▶ _TASK TO COMPLETE_:
Would you please copy every line from the records that contains the word "rows"?

▶ _RECORDS SHOWN_:
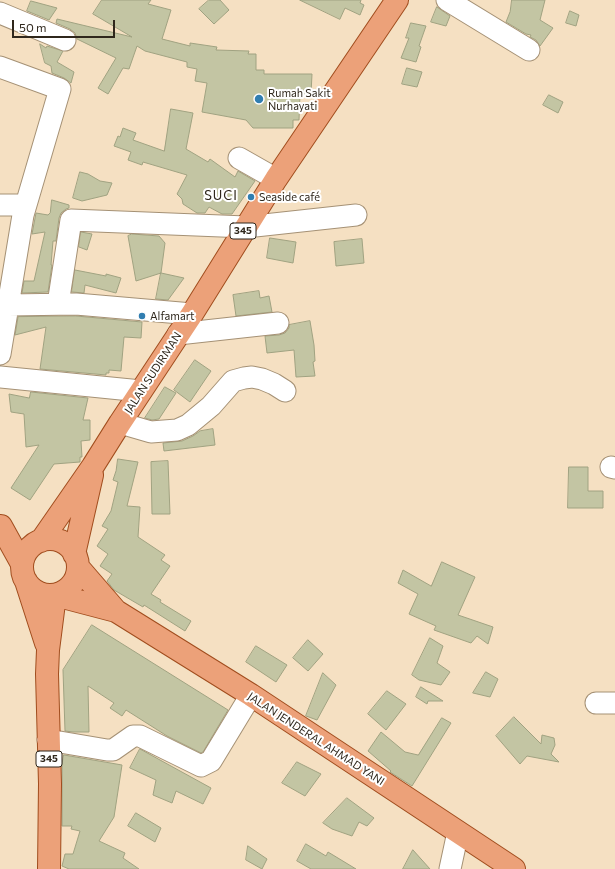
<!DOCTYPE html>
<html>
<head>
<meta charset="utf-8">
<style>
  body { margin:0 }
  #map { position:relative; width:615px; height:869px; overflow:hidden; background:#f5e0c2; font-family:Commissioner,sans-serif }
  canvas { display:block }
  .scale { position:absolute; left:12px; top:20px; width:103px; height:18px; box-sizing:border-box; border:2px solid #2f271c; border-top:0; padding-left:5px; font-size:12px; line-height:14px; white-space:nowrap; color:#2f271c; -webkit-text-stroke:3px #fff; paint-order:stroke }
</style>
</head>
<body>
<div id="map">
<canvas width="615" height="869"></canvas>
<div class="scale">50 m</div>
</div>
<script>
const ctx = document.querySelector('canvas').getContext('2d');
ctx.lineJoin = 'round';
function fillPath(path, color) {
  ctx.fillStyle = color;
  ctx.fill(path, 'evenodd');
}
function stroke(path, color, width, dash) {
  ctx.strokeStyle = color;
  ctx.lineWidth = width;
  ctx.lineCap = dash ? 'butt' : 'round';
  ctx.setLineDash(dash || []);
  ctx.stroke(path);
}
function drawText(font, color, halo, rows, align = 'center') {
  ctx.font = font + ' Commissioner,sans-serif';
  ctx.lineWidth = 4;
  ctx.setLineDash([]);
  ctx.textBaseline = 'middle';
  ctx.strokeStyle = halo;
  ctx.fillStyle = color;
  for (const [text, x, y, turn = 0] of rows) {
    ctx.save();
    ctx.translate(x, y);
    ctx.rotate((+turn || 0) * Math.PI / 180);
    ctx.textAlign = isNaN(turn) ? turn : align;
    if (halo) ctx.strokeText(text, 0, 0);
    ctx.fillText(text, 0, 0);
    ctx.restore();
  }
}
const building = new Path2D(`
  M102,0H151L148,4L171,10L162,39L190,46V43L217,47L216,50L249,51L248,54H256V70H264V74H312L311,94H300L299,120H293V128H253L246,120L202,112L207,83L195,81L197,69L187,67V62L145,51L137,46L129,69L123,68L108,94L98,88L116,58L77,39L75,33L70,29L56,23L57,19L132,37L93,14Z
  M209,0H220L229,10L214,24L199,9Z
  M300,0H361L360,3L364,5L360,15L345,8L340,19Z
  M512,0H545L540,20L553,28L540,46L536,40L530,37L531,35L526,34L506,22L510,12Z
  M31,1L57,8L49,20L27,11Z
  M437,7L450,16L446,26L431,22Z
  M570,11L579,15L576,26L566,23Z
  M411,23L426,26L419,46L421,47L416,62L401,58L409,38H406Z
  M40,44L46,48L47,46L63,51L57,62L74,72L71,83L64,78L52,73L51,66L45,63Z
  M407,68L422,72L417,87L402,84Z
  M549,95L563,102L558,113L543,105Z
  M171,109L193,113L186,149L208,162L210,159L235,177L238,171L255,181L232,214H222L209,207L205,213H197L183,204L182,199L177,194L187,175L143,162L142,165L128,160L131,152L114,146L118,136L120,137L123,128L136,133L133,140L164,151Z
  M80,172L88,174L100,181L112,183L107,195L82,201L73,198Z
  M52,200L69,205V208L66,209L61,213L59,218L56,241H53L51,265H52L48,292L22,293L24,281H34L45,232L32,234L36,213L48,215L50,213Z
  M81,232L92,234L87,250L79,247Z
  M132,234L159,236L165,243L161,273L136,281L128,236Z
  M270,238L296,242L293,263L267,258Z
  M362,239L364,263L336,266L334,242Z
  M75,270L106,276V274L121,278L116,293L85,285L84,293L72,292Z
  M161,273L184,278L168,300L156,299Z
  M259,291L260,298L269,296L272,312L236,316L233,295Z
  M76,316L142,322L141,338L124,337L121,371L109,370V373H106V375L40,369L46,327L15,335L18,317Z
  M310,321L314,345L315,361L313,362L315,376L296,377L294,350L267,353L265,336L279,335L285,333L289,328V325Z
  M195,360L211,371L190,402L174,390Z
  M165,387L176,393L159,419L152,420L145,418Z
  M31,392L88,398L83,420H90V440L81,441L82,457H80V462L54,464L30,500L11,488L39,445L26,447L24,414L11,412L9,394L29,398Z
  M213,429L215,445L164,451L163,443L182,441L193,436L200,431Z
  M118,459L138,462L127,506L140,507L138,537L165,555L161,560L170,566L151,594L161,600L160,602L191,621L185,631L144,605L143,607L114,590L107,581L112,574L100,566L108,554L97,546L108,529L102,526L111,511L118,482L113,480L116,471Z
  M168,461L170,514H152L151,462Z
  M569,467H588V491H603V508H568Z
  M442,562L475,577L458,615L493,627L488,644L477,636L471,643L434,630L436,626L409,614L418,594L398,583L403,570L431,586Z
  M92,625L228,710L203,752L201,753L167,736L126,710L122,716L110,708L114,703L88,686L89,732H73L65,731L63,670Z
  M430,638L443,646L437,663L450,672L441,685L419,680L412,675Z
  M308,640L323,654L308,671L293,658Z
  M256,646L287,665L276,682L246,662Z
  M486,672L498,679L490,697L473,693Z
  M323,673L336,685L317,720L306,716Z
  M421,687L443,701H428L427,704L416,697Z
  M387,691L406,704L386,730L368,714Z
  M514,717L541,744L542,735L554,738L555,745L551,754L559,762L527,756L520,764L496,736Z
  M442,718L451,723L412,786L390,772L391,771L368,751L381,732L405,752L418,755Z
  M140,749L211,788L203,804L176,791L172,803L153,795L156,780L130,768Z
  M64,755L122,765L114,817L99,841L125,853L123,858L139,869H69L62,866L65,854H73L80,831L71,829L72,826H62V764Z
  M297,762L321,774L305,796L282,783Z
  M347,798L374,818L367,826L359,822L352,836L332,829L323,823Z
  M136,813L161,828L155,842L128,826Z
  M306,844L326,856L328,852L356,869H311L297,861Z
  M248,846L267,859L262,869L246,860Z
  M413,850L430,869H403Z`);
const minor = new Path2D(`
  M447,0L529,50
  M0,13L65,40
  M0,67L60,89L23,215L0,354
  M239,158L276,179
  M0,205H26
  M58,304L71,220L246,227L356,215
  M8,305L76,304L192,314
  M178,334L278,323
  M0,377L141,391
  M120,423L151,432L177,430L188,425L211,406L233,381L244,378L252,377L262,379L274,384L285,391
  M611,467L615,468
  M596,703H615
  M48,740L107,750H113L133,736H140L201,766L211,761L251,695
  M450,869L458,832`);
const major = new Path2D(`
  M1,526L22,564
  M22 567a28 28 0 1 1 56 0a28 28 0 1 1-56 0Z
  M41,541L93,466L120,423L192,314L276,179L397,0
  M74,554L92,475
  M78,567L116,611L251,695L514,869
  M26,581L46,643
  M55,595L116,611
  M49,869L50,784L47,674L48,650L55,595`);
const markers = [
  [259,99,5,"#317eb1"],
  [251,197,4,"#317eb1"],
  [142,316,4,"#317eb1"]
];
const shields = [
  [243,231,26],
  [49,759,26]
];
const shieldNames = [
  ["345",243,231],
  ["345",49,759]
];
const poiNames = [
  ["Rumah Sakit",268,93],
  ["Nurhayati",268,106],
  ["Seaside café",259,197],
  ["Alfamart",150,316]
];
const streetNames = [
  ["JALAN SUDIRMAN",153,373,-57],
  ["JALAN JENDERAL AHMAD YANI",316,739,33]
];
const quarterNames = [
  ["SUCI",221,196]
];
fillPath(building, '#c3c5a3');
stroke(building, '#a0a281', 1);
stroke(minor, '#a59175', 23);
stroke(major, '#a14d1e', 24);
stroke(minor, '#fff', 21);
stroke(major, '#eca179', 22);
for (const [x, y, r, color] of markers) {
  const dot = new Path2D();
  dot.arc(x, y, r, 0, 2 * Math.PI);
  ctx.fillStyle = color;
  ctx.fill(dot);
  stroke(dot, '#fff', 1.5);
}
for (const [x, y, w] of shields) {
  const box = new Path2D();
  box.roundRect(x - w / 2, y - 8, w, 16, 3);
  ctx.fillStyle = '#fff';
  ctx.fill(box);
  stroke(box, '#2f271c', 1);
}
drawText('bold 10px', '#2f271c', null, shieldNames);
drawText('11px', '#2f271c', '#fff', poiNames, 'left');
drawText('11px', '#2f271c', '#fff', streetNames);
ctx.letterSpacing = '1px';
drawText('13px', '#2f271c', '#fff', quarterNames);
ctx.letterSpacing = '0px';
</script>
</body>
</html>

▶ _OUTPUT FOR THIS EXERCISE_:
function drawText(font, color, halo, rows, align = 'center') {
  for (const [text, x, y, turn = 0] of rows) {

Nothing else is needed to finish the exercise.